- **DATA SHOWN**
━━━━━━━━━━━━━━━━━━━━━━━━━━━━━━
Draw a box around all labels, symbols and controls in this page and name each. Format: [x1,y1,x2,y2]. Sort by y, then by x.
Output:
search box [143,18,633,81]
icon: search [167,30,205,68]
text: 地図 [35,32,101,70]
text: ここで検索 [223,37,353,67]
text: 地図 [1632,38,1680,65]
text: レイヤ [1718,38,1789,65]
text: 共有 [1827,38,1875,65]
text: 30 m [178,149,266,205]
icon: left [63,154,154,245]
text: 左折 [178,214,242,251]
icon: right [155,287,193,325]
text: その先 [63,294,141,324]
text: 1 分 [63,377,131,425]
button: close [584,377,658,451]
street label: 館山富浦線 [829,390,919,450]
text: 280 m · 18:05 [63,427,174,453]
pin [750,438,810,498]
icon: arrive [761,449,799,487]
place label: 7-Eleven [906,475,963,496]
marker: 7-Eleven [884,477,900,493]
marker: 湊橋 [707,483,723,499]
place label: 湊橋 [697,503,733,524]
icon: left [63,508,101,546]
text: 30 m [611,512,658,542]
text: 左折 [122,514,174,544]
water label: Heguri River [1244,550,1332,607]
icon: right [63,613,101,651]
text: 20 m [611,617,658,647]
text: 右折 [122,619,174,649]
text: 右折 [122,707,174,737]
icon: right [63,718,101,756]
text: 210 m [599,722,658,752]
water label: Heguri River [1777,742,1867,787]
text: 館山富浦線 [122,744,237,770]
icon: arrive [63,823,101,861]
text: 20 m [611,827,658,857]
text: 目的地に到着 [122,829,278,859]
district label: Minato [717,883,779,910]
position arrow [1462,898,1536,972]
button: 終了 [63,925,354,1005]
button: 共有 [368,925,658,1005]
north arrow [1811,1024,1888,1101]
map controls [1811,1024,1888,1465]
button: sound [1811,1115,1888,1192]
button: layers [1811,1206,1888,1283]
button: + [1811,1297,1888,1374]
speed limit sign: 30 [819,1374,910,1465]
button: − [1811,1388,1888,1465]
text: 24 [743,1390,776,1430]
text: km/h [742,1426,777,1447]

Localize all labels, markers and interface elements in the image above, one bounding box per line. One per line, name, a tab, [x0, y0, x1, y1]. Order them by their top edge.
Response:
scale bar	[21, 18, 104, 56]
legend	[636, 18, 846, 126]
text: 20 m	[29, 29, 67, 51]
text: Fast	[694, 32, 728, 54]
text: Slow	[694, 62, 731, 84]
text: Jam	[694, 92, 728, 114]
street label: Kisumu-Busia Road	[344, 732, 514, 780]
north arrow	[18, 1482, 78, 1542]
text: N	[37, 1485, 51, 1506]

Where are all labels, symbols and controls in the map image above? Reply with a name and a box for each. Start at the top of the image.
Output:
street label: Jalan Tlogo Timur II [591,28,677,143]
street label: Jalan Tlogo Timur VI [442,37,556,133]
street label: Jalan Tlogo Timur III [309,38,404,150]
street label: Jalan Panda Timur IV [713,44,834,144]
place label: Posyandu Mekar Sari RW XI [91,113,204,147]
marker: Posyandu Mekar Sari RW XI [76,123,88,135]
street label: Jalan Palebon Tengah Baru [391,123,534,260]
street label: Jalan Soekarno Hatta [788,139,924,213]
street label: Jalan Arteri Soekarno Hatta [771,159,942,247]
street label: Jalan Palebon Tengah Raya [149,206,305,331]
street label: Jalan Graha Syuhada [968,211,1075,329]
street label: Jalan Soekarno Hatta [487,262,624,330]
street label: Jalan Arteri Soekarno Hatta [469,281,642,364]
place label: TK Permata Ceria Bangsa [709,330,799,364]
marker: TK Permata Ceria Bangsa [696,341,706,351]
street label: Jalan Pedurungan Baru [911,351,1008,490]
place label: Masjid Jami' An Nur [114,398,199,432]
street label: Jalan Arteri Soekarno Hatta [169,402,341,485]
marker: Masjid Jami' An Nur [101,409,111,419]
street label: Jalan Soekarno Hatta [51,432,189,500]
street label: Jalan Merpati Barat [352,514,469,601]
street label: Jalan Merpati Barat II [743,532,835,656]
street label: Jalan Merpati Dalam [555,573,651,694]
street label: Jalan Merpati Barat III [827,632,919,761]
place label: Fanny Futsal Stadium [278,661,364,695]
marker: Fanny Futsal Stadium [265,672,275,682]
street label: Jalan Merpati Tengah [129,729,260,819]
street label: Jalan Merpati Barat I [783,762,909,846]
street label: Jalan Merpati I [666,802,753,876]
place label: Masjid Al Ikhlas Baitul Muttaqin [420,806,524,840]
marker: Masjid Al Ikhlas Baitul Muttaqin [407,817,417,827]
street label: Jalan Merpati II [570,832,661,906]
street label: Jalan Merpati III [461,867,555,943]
━━━━━━━━━━━━━━━━━━━━━━━━━━━━━━
- **REQUIREMENT**
Restate the full data above, keeping each word intact.

- **REPLY TO THE TASK**
Draw a box around all labels, symbols and controls in this page and name each. Format: [x1,y1,x2,y2]. Sort by y, then by x.
Output:
search box [143,18,633,81]
icon: search [167,30,205,68]
text: 地図 [35,32,101,70]
text: ここで検索 [223,37,353,67]
text: 地図 [1632,38,1680,65]
text: レイヤ [1718,38,1789,65]
text: 共有 [1827,38,1875,65]
text: 30 m [178,149,266,205]
icon: left [63,154,154,245]
text: 左折 [178,214,242,251]
icon: right [155,287,193,325]
text: その先 [63,294,141,324]
text: 1 分 [63,377,131,425]
button: close [584,377,658,451]
street label: 館山富浦線 [829,390,919,450]
text: 280 m · 18:05 [63,427,174,453]
pin [750,438,810,498]
icon: arrive [761,449,799,487]
place label: 7-Eleven [906,475,963,496]
marker: 7-Eleven [884,477,900,493]
marker: 湊橋 [707,483,723,499]
place label: 湊橋 [697,503,733,524]
icon: left [63,508,101,546]
text: 30 m [611,512,658,542]
text: 左折 [122,514,174,544]
water label: Heguri River [1244,550,1332,607]
icon: right [63,613,101,651]
text: 20 m [611,617,658,647]
text: 右折 [122,619,174,649]
text: 右折 [122,707,174,737]
icon: right [63,718,101,756]
text: 210 m [599,722,658,752]
water label: Heguri River [1777,742,1867,787]
text: 館山富浦線 [122,744,237,770]
icon: arrive [63,823,101,861]
text: 20 m [611,827,658,857]
text: 目的地に到着 [122,829,278,859]
district label: Minato [717,883,779,910]
position arrow [1462,898,1536,972]
button: 終了 [63,925,354,1005]
button: 共有 [368,925,658,1005]
north arrow [1811,1024,1888,1101]
map controls [1811,1024,1888,1465]
button: sound [1811,1115,1888,1192]
button: layers [1811,1206,1888,1283]
button: + [1811,1297,1888,1374]
speed limit sign: 30 [819,1374,910,1465]
button: − [1811,1388,1888,1465]
text: 24 [743,1390,776,1430]
text: km/h [742,1426,777,1447]

Localize all labels, markers and interface elements in the image above, one bounding box per line. One per line, name, a tab, [x0, y0, x1, y1]. Order them by their top edge.
Response:
scale bar	[21, 18, 104, 56]
legend	[636, 18, 846, 126]
text: 20 m	[29, 29, 67, 51]
text: Fast	[694, 32, 728, 54]
text: Slow	[694, 62, 731, 84]
text: Jam	[694, 92, 728, 114]
street label: Kisumu-Busia Road	[344, 732, 514, 780]
north arrow	[18, 1482, 78, 1542]
text: N	[37, 1485, 51, 1506]

Where are all labels, symbols and controls in the map image above? Reply with a name and a box for each. Start at the top of the image.
Output:
street label: Jalan Tlogo Timur II [591,28,677,143]
street label: Jalan Tlogo Timur VI [442,37,556,133]
street label: Jalan Tlogo Timur III [309,38,404,150]
street label: Jalan Panda Timur IV [713,44,834,144]
place label: Posyandu Mekar Sari RW XI [91,113,204,147]
marker: Posyandu Mekar Sari RW XI [76,123,88,135]
street label: Jalan Palebon Tengah Baru [391,123,534,260]
street label: Jalan Soekarno Hatta [788,139,924,213]
street label: Jalan Arteri Soekarno Hatta [771,159,942,247]
street label: Jalan Palebon Tengah Raya [149,206,305,331]
street label: Jalan Graha Syuhada [968,211,1075,329]
street label: Jalan Soekarno Hatta [487,262,624,330]
street label: Jalan Arteri Soekarno Hatta [469,281,642,364]
place label: TK Permata Ceria Bangsa [709,330,799,364]
marker: TK Permata Ceria Bangsa [696,341,706,351]
street label: Jalan Pedurungan Baru [911,351,1008,490]
place label: Masjid Jami' An Nur [114,398,199,432]
street label: Jalan Arteri Soekarno Hatta [169,402,341,485]
marker: Masjid Jami' An Nur [101,409,111,419]
street label: Jalan Soekarno Hatta [51,432,189,500]
street label: Jalan Merpati Barat [352,514,469,601]
street label: Jalan Merpati Barat II [743,532,835,656]
street label: Jalan Merpati Dalam [555,573,651,694]
street label: Jalan Merpati Barat III [827,632,919,761]
place label: Fanny Futsal Stadium [278,661,364,695]
marker: Fanny Futsal Stadium [265,672,275,682]
street label: Jalan Merpati Tengah [129,729,260,819]
street label: Jalan Merpati Barat I [783,762,909,846]
street label: Jalan Merpati I [666,802,753,876]
place label: Masjid Al Ikhlas Baitul Muttaqin [420,806,524,840]
marker: Masjid Al Ikhlas Baitul Muttaqin [407,817,417,827]
street label: Jalan Merpati II [570,832,661,906]
street label: Jalan Merpati III [461,867,555,943]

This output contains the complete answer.